Last week's flows were fairly balanced as the market continued to respond favorably to the benefits of a Fed on hold. Profit-taking was observed by money managers, particularly in 15-year MBS, and arb accounts, but were balanced out by buying in lower-coupon 30-years.
Banks, insurance companies, and CMO dealers were also noted buyers, with interest in the discount sector as prices rose and prepayment risk increased. Originator selling was nearly non-existent with supply limited to about $500 million per day. This, however, is expected to increase in the weeks ahead. All in all, spreads moved several basis points tighter over the Wednesday-to-Wednesday period in both 15s and 30s.

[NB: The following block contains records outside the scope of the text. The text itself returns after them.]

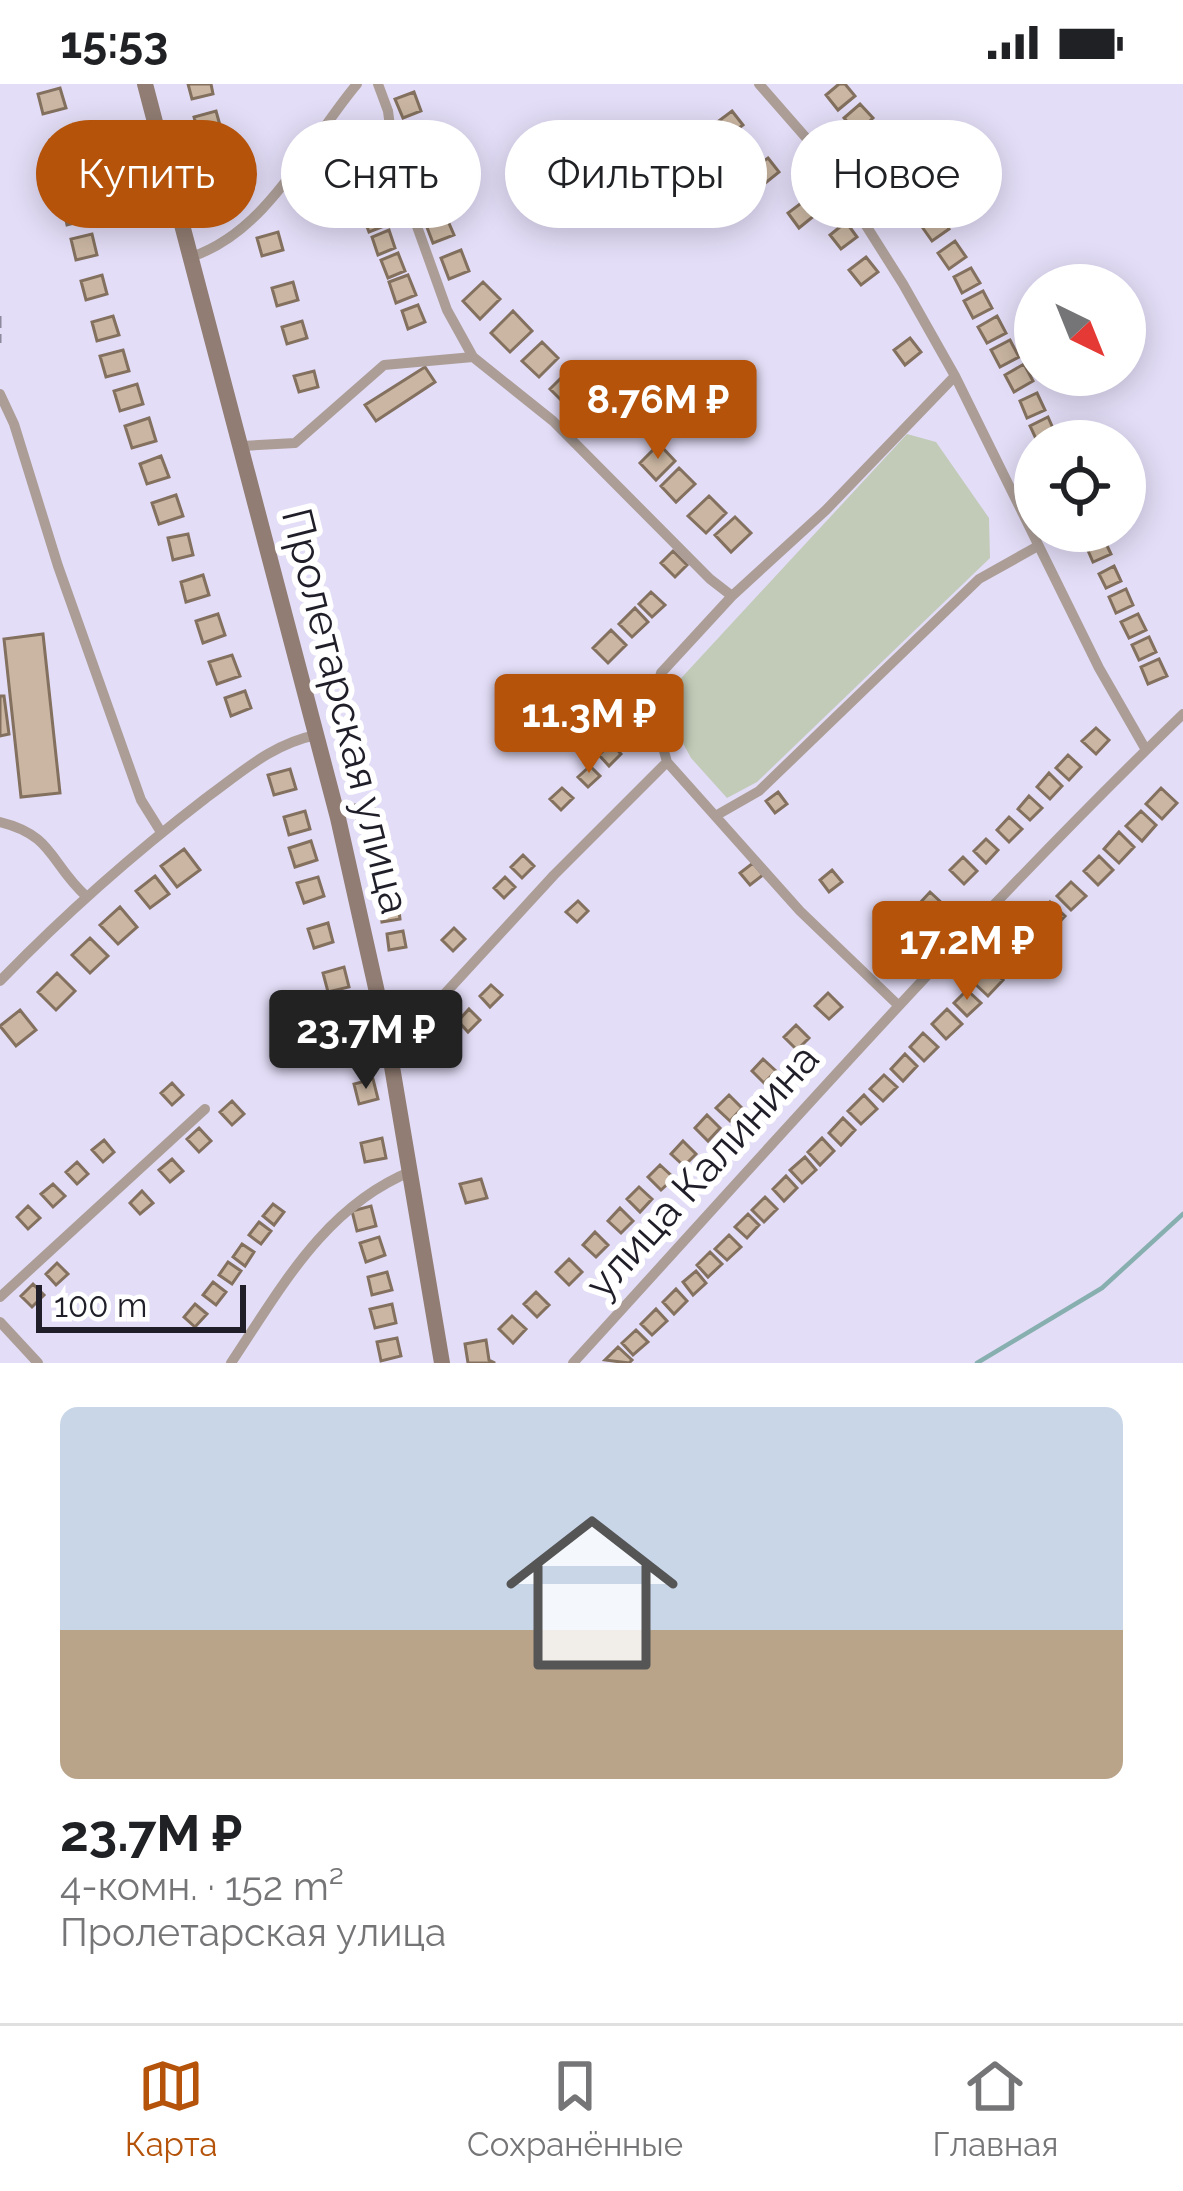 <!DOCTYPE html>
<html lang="ru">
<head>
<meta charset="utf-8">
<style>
	:root { --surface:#fff; --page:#f2f2f2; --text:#202124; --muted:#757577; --line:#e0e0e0; --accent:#b45309 }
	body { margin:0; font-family:Raleway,sans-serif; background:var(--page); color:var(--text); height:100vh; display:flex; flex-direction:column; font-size:45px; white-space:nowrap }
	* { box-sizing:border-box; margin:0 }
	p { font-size:39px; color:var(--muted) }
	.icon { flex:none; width:66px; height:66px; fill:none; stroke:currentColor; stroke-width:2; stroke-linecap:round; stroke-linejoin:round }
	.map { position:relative; height:1279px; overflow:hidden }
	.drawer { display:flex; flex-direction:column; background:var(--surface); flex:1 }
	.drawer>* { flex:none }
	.hud { position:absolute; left:36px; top:36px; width:1113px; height:108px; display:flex; gap:24px }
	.needle { width:78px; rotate:137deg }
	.fabs { position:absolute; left:1014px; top:180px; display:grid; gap:24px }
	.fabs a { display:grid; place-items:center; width:132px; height:132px; border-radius:50%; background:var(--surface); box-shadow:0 6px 30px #0003; font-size:60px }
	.scale { position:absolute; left:36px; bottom:30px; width:210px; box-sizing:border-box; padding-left:12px; border:6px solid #201e28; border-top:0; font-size:33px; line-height:42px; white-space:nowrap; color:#201e28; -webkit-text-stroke:9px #fff; paint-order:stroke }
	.price { position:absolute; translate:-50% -102px; padding:0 27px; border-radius:12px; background:var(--accent); color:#fff; font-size:39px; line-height:78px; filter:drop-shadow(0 3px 6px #0008) }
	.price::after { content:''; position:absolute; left:50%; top:72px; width:36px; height:27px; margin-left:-18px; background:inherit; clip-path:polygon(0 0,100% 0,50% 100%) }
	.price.selected { background:#222; color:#fff }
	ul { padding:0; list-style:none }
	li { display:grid; align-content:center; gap:24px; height:636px; padding:0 60px }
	li span { display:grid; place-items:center; height:372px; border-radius:18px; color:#555 }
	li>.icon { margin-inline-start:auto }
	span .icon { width:216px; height:216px; fill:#fffc; stroke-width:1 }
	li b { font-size:51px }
	.tag { padding:0 42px; border-radius:54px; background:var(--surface); box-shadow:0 6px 30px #0003; font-size:42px; line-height:108px }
	.tag.selected { background:var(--accent); color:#fff }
	.status { display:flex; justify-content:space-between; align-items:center; height:84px; padding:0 60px; background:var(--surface); direction:ltr }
	.status svg { height:33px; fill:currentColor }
	.menu { display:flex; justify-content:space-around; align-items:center; height:168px; border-top:3px solid var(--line); background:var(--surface); font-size:33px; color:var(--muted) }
	.menu a { display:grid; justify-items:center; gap:6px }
	.menu .selected { color:var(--accent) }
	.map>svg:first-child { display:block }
	.green { fill:#c2cbb8 }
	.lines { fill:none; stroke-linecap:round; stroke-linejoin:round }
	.stream { stroke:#87afaf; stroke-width:4.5 }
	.building { fill:#cab6a2; stroke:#83705e; stroke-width:3 }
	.path { stroke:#8e8a9d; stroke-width:3; stroke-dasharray:12 6; stroke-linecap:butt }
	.street { stroke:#ac9e97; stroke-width:10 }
	.secondary { stroke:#917d73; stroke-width:16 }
	.labels { text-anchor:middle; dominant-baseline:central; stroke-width:12; stroke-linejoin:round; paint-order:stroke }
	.street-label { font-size:42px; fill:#201e28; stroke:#fff }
</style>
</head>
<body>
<div class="status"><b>15:53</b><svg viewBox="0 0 49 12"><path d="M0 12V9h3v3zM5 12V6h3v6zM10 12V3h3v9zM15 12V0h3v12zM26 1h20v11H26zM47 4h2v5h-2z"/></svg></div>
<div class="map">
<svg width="1183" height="1279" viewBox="0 0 1183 1279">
	<rect width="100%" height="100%" fill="#e3ddf7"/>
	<!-- green -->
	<path class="green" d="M907,350L936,358L989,434L990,474L757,698L727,714L691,674L660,617Z"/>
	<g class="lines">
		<!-- stream -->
		<path class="stream" d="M977,1279L1102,1204L1183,1130"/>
	</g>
	<!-- building -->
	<path class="building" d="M188,0H211L213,10L192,15Z
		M839,0H845L855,12L838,26L826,11Z
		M60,4L66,24L43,30L38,10Z
		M414,8L421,27L403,34L395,15Z
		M860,20L873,34L857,49L844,34Z
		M216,27L221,45L199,51L194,33Z
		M732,27L743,41L727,53L716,39Z
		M880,46L892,60L876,74L864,60Z
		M424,47L431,66L413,73L406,54Z
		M72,50L77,70L56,75L50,56Z
		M895,68L907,82L891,97L878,82Z
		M363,69L370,86L353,92L347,75Z
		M768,74L779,88L763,101L751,86Z
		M430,90L438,110L419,117L411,97Z
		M244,91L249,109L228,114L223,97Z
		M371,96L379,115L360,122L352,103Z
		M916,99L927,114L910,126L900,110Z
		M84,113L90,135L67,141L62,118Z
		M804,117L815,131L799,144L788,129Z
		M380,122L387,141L369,148L362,129Z
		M938,128L949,145L932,157L920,140Z
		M445,130L454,151L433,159L425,138Z
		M846,138L857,153L841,165L830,151Z
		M389,146L395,164L378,171L372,153Z
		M278,148L283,166L262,172L257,154Z
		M92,150L97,171L76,176L71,155Z
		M955,157L966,173L949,185L938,169Z
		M461,166L469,187L449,195L441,174Z
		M398,169L405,187L388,194L381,176Z
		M866,173L878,188L861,201L849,186Z
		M971,184L980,199L962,209L954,193Z
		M102,191L107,210L86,216L81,197Z
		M408,191L416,211L396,219L389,198Z
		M293,198L298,216L277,222L272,204Z
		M483,198L500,215L480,235L463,217Z
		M983,207L992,224L973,234L964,217Z
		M418,221L425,238L408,245L402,227Z
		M513,227L532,247L510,268L491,249Z
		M113,232L119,251L97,257L92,238Z
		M997,232L1006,249L987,259L978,243Z
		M302,237L307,254L287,260L282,243Z
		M910,254L921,268L905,281L894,266Z
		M1010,256L1019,273L1000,283L991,266Z
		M542,258L558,274L539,293L522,277Z
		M123,266L129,287L106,293L100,272Z
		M1024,280L1033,297L1014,308L1005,291Z
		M425,283L435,298L376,337L365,321Z
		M314,287L318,303L299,308L294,292Z
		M568,287L583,302L565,320L550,305Z
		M137,300L143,320L120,327L114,307Z
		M1037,309L1045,326L1027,334L1020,317Z
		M594,311L612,329L591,350L573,331Z
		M1048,333L1056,351L1037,357L1030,342Z
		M149,334L156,357L132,364L125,342Z
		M659,360L675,377L656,396L640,379Z
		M161,372L169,393L147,400L140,380Z
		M679,384L695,400L676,418L661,402Z
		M176,411L183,432L159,440L152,419Z
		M709,412L726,429L706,449L688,432Z
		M735,433L751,449L731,468L715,451Z
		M188,450L193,471L173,476L168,454Z
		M1103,453L1111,470L1093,478L1086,462Z
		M673,467L687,481L675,493L661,479Z
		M1114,482L1121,497L1106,504L1099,490Z
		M203,491L209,511L186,518L181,498Z
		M1126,505L1133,521L1116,529L1109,513Z
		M651,508L665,521L652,533L639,520Z
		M635,524L648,538L632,553L619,540Z
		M218,530L225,551L203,559L196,537Z
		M1138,530L1146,546L1129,554L1121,538Z
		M611,546L626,561L608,579L593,564Z
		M43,550L60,709L21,713L4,555Z
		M1149,553L1156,568L1139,576L1132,561Z
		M232,571L240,592L217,600L209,578Z
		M1159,575L1167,592L1148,600L1141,583Z
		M245,607L251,624L231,632L225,614Z
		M0,612H4L9,650L0,652Z
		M355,635L357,651L340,654L337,637Z
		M1096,644L1109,656L1096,670L1082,657Z
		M611,659L621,670L609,682L599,671Z
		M362,661L364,678L346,680L344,663Z
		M1068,671L1081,683L1069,696L1056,684Z
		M590,682L600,692L588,703L578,693Z
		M290,685L296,705L274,711L268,691Z
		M367,687L370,703L353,706L350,689Z
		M1049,689L1062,702L1050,715L1037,703Z
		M562,704L573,714L561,726L550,715Z
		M1161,704L1177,719L1162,735L1146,720Z
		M778,708L787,720L775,729L766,717Z
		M1029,712L1042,724L1030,736L1018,725Z
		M373,719L376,737L357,739L355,721Z
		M305,727L310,745L289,751L284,733Z
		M1141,727L1156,741L1142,757L1126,742Z
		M1009,733L1022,745L1009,758L997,746Z
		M1119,748L1134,763L1119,779L1104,765Z
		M381,752L384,769L366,771L364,755Z
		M986,755L998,766L986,779L974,767Z
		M311,757L317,776L295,783L289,764Z
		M184,765L200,786L177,803L161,782Z
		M523,771L534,782L522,794L511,783Z
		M1099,772L1113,786L1098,801L1084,787Z
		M963,773L977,787L964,800L950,786Z
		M753,779L763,791L750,801L740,789Z
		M832,786L842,798L829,808L820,796Z
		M391,788L393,805L376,808L373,790Z
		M155,792L169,810L150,824L136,807Z
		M318,793L324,812L304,819L297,799Z
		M505,793L515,803L504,814L494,804Z
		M1071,798L1086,812L1071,826L1057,812Z
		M930,808L944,821L931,835L918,821Z
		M578,817L588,827L577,838L566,828Z
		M398,818L400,835L382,838L380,820Z
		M1050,818L1065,832L1050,848L1036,834Z
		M120,823L137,843L118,860L100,841Z
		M328,839L333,858L314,864L308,845Z
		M1028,841L1042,855L1028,870L1013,856Z
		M454,844L465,855L453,867L442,856Z
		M403,847L406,863L389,866L387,850Z
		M90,854L108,872L90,889L72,871Z
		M1006,864L1020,877L1006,891L993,877Z
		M988,882L1003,896L988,912L973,898Z
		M344,883L349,903L328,908L323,889Z
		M57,889L75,907L56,926L38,908Z
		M491,901L502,911L490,923L480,912Z
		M967,906L981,919L967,932L954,919Z
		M828,909L842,923L829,935L815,922Z
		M350,916L355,935L334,941L329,921Z
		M469,925L480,936L468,948L458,937Z
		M947,925L962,940L946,955L932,940Z
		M20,926L36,946L16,962L0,942Z
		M796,941L809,954L797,966L784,953Z
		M442,943L453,954L440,966L430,955Z
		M357,946L362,965L340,971L335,952Z
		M923,949L938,963L924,977L910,963Z
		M905,970L917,982L903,997L891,985Z
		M763,975L776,987L764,999L752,987Z
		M884,991L897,1003L883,1017L870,1005Z
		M373,995L378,1015L359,1020L354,1000Z
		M172,999L183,1011L172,1021L161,1009Z
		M729,1011L742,1024L730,1037L716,1024Z
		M864,1011L877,1025L861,1040L848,1027Z
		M232,1017L244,1030L232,1041L220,1028Z
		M707,1031L720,1044L708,1057L695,1044Z
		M843,1034L855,1046L841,1061L829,1049Z
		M199,1044L211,1057L199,1068L187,1055Z
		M382,1054L386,1074L365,1078L361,1059Z
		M822,1054L834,1067L820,1081L808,1068Z
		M104,1056L114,1068L103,1078L92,1066Z
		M683,1057L696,1070L684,1082L671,1070Z
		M805,1073L816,1086L802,1099L790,1086Z
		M172,1075L183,1087L170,1098L159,1086Z
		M77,1078L88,1090L77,1100L66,1088Z
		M660,1081L674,1094L661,1106L648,1093Z
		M786,1092L797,1104L784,1117L773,1105Z
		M481,1095L487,1114L466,1119L460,1100Z
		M53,1100L65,1112L53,1123L41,1110Z
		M639,1103L652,1115L640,1128L627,1115Z
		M142,1107L153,1119L140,1130L130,1119Z
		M765,1113L777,1125L764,1138L752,1126Z
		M273,1120L284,1128L274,1141L263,1132Z
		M28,1122L40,1134L28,1145L17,1133Z
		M371,1122L376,1142L357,1147L352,1127Z
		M620,1124L633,1137L621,1149L608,1137Z
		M748,1130L759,1141L747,1154L735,1143Z
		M259,1138L271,1147L261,1160L249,1151Z
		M595,1148L608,1161L596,1173L583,1161Z
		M729,1151L741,1163L727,1176L715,1165Z
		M379,1153L385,1171L366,1178L360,1159Z
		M242,1160L254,1168L245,1182L233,1173Z
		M710,1168L722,1180L708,1193L697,1181Z
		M569,1175L582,1188L569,1201L556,1188Z
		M228,1178L241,1187L232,1200L219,1191Z
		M57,1179L68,1190L56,1201L46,1190Z
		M696,1187L706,1199L693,1211L683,1198Z
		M387,1188L392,1206L372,1211L368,1193Z
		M213,1198L226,1208L216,1221L203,1211Z
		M33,1200L44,1211L32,1223L21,1212Z
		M676,1205L687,1217L674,1230L663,1218Z
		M536,1208L549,1221L537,1233L524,1220Z
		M195,1220L207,1230L195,1243L184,1233Z
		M392,1220L396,1239L375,1244L370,1225Z
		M656,1225L667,1237L652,1251L641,1240Z
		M512,1232L526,1245L513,1259L499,1245Z
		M636,1246L648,1258L633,1271L622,1259Z
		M397,1254L401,1272L381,1277L377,1258Z
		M486,1256L489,1276L495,1279H468L465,1260Z
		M618,1263L632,1276L629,1279L605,1276Z"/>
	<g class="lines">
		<!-- path -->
		<path class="path" d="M0,232V259"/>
		<!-- street -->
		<path class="street" d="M378,0L388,27L395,81L447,226L473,273L553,337L710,495L732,512
			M759,0L822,72L903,200L955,292L1099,584L1146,666
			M191,173C269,147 307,59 357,0
			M0,310L14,340L58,482L141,716L161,748
			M242,362L295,359L384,281L473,273
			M717,731L759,707L979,495L1038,462
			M0,738C54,751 50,780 87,813
			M0,897C64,831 133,770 206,714C242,688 272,660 316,651
			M898,921L800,827L667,678L652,623L661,589L732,512L826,426L955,292
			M387,953L428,928L554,791L667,678
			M0,1213L205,1025
			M0,1238L38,1279
			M231,1279C281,1204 325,1122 412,1087
			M573,1279C773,1060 969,837 1183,630"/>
		<!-- secondary -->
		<path class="secondary" d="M145,0L338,734L387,953L442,1279"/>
	</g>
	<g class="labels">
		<!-- street labels -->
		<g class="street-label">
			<text transform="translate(346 627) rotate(76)">Пролетарская улица</text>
			<text transform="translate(702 1087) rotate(-48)">улица Калинина</text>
		</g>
	</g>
</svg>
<div class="fabs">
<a><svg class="needle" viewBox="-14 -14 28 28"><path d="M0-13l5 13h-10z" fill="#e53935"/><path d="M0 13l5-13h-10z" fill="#757577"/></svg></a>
<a><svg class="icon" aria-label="locate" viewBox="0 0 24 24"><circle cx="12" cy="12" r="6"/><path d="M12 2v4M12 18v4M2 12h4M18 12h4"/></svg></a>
</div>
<div class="scale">100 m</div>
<b class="price" style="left:658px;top:378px">8.76M ₽</b>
<b class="price" style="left:589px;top:692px">11.3M ₽</b>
<b class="price" style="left:967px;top:919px">17.2M ₽</b>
<b class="price selected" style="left:366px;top:1008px">23.7M ₽</b>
<div class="hud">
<a class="tag selected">Купить</a>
<a class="tag">Снять</a>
<a class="tag">Фильтры</a>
<a class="tag">Новое</a>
</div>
</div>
<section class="drawer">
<ul>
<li><span style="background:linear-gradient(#c9d6e8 60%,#b9a48a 0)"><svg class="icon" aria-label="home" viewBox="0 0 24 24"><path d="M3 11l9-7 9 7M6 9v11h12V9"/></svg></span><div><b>23.7M ₽</b><p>4-комн. · 152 m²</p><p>Пролетарская улица</p></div></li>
</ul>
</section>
<nav class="menu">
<a class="selected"><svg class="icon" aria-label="map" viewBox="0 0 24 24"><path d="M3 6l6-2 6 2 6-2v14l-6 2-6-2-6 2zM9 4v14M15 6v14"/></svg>Карта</a>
<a><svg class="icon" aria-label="saved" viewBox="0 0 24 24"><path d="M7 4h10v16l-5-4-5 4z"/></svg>Сохранённые</a>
<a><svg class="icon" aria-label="home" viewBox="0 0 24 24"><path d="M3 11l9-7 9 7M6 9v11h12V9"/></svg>Главная</a>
</nav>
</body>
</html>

Street analysts remain neutral to modestly overweight on the MBS sector versus Treasuries. In comments last Thursday, JPMorgan said that it was neutral with a slight negative bias as it was concerned that swap spreads had come in too fast due to the heavy corporate issuance and increased budget deficits. Keeping them from being negative, the basis is the expected decline in volatility as a result of the Fed being on hold. Other firms add the favorable carry, declining supply, and ongoing demand as support for being overweight the sector.
Looking ahead to this week, which is month-end, Lehman Brothers expects the MBS sector to extend 0.11 years in April, which suggests good buying from indexers. This compares to a 0.05 rise expected in the Aggregate, 0.06 years in the credit index, 0.07 years in Agencies, and a contraction of 0.06 years in the Treasury Index. In addition, there is the May Treasury Refunding looming which "tends to be a very strong period for spreads in general and mortgages in particular," according to Greenwich Capital Markets.
Since the beginning of April, the yield on the 10-year Treasury has dropped some 35 basis points. At the same time, the Mortgage Banker Association's Refi Index has shown little response, even as mortgage rates have dropped once again below 7%. While refi applications are lower, Countrywide Securities says we are not out of the woods regarding a refi rebound (see story p. 11).
They note that mortgage bankers are running at a still strong 100% of capacity (versus 140-150% in November and December). Countrywide says that if market rates remain range- bound, the drop in refi applications should lead to diminished strains on capacity, which could then allow mortgage rates to decline further. For now though, the impact of lower refis means modest prepayment declines in April, with stronger slowing seen in May.
For the week ending April 19, the Mortgage Bankers Association announced a modest increase in mortgage applications in response to the lower rates over the past month. Specifically, the Refi Index rose 6% to 1321 with conventional refis up 6% to 1431 and government refis higher by 9% to 744. The Purchase Index gained 4% to 352. This is its second highest level this year.
Responding to the report, Salomon Smith Barney noted the subdued reaction of the Refi Index over the last month despite the lower rates. Based on its recent performance, the average for April is on track to be the lowest since 2000. This suggests to them that the large cuspy issues will finally slow from their relatively high prepayment levels. Based on the latest drop in rates, they expect to see further increases in the index of perhaps 10% next week.
Freddie Mac just reported that mortgage rates dropped again. The 30-year fixed mortgage rate fell six basis points to 6.88%. This is down 30 basis points from its recent high of 7.18% for the week ending March 28. It currently is at levels averaged in February and early March. The 15-year fixed mortgage rate declined seven basis points to 6.35%, and one-year ARM rates came in at 4.91% versus 4.95% last week.
At this time, April prepayments are predicted to drop 10-20% for most coupons and vintages. In May, Lehman and CS First Boston expect Fannie Mae MBS to decline another 20-30% in the cusp coupons and hold within a narrow plus/minus range for 7.5s and higher. UBS Warburg expects May to show modest slowing of 5% or less. In June, speeds are predicted to reverse and move higher.